Character Set vs. Character Encoding

Latest comment: 8 years ago2 comments2 people in discussion

We must be very clear in the distinction between a character set and character encoding. A character set defines a set of characters...um...how better to explain that: for instance, a character set could be the set containing the first four characters of the English alphabet -> {a,b,c,d}. An encoding is how the characters in a specific character set are actually stored as binary data. UTF-8 uses chunks of 8 bits to cover as much ground of the UCS as possible.

Anyway, my point is: the first sentence of this article previously equated UCS and character encodings.
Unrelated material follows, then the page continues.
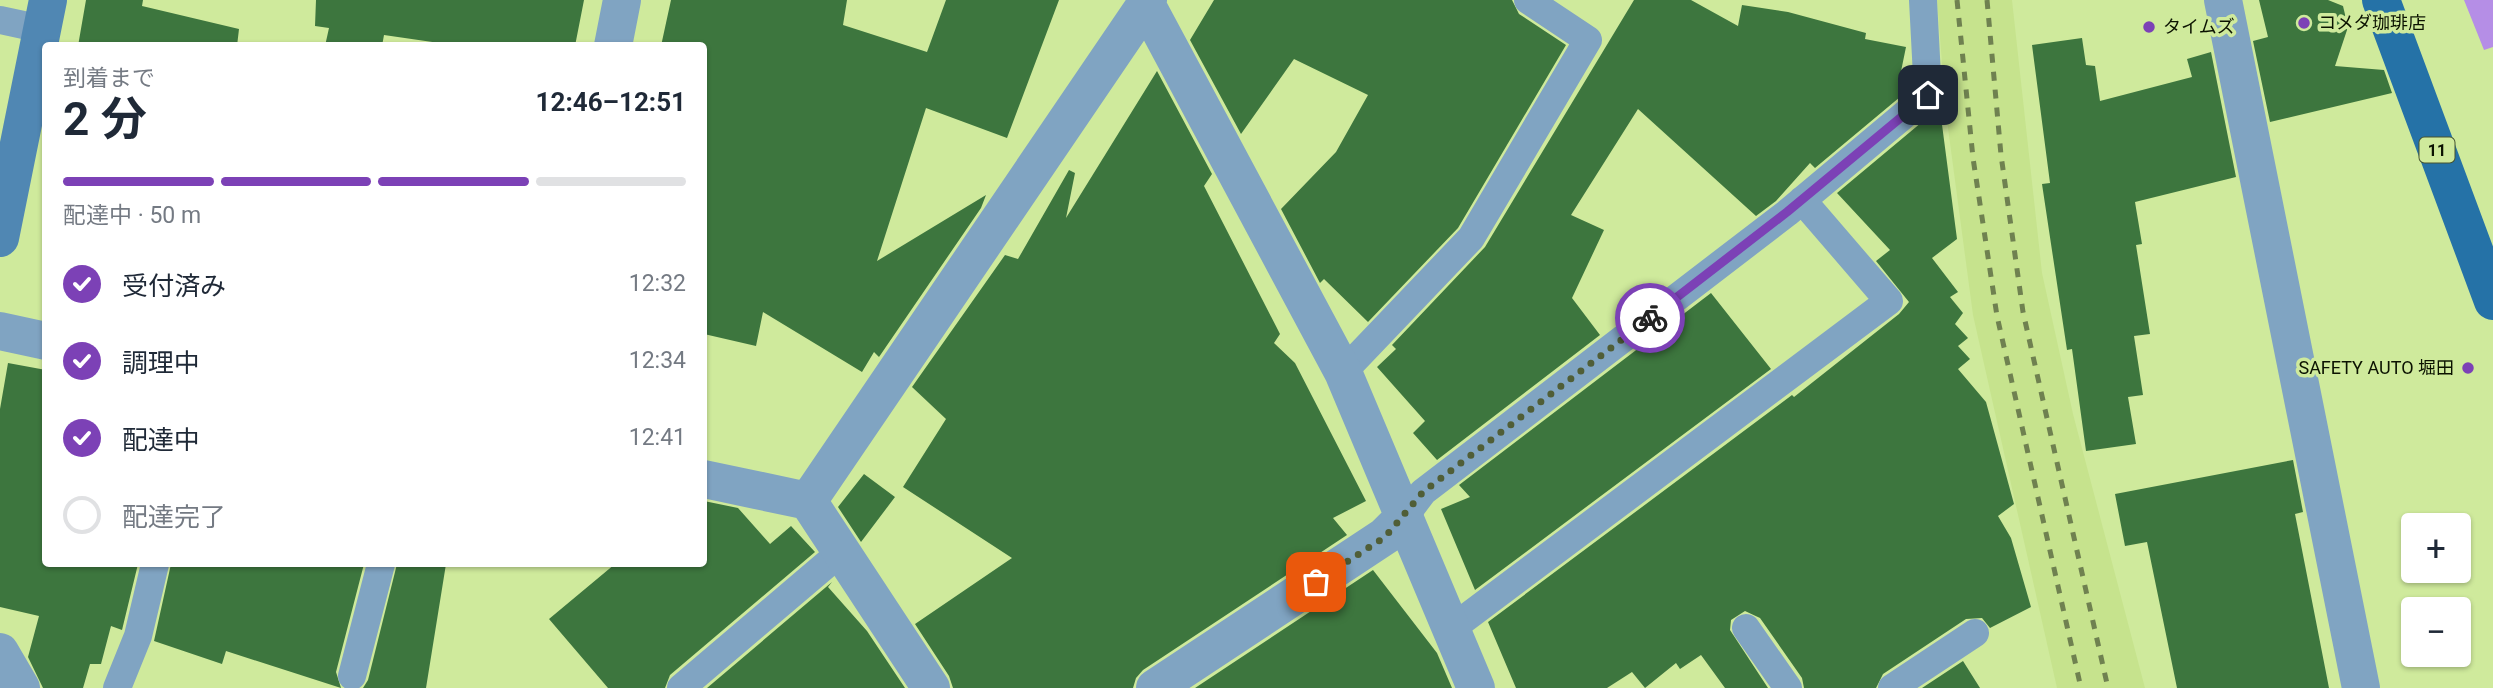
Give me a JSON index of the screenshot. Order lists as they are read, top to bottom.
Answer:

This is a really (relatively) grave error since it could confuse the bejeesus out of people. GodzillaWax 15:37, 20 September 2007 (UTC)Reply

I suppose so. In a computer context, most often we don't separate them. If there is no coding for a character, there is no way to get it into the computer in the first place. Gah4 (talk) 04:31, 6 October 2016 (UTC)Reply

On a deleted sentence

At the end of the section on the differences between Unicode and ISO 10646, I had written the following sentence:

The Firefox browser and the OpenOffice.org suite can handle such characters, on Linux too, supporting Unicode and not just ISO 10646.

That sentence was deleted with the notice "Deleted a non pertinent sentence wich looked like advertisement." I beg to differ with that verdict.

I can concede that the sentence was not worded the best way. However, it is neither nonpertinent nor an advertisement. I wrote it to contrast applications which support Unicode (Mozilla and OpenOffice.org) with applications which support only ISO 10646 (Linux xterm). It is fully germane to this article and section, and any intention of advertising those applications was totally absent from my mind.

I will leave things as they currently are, but I wish it to be known that the charges are incorrect, and I hope some other user with the inclination for it would rewrite it in a wording that does not lend itself to those charges. --Shlomital 21:29, 2005 Feb 20 (UTC)

Article title change

Latest comment: 3 years ago1 comment1 person in discussion

Since Universal Character Set is a proper noun/proper name, as of today I have moved the article from Universal character set to Universal Character Set. — mjb 23:26, 20 Jun 2005 (UTC)

Many years later, the tiled is not 'Universal Character Set', but 'Universal Coded Character Set'. Was this an intentional change? The acronym remains UCS, not UCCS. Why? Inquiring minds want to know. Mcswell (talk) 03:05, 23 April 2021 (UTC)Reply

How about Chinese and Japanese?

Can you add a comment on Chinese and Japanese (and some other languaga, like hieroglyph) which can go not only horizontally bi-directional but also vertical down?

Thanks

Unicode and ISO 10646 distinctions and discussion of the character repetoire

Latest comment: 17 years ago3 comments1 person in discussion

I added a paragraph about the differences between Unicode and ISO 10646. I think the article could use more elaboration on these distinctions and to help drive home the particular innovations of Unicode.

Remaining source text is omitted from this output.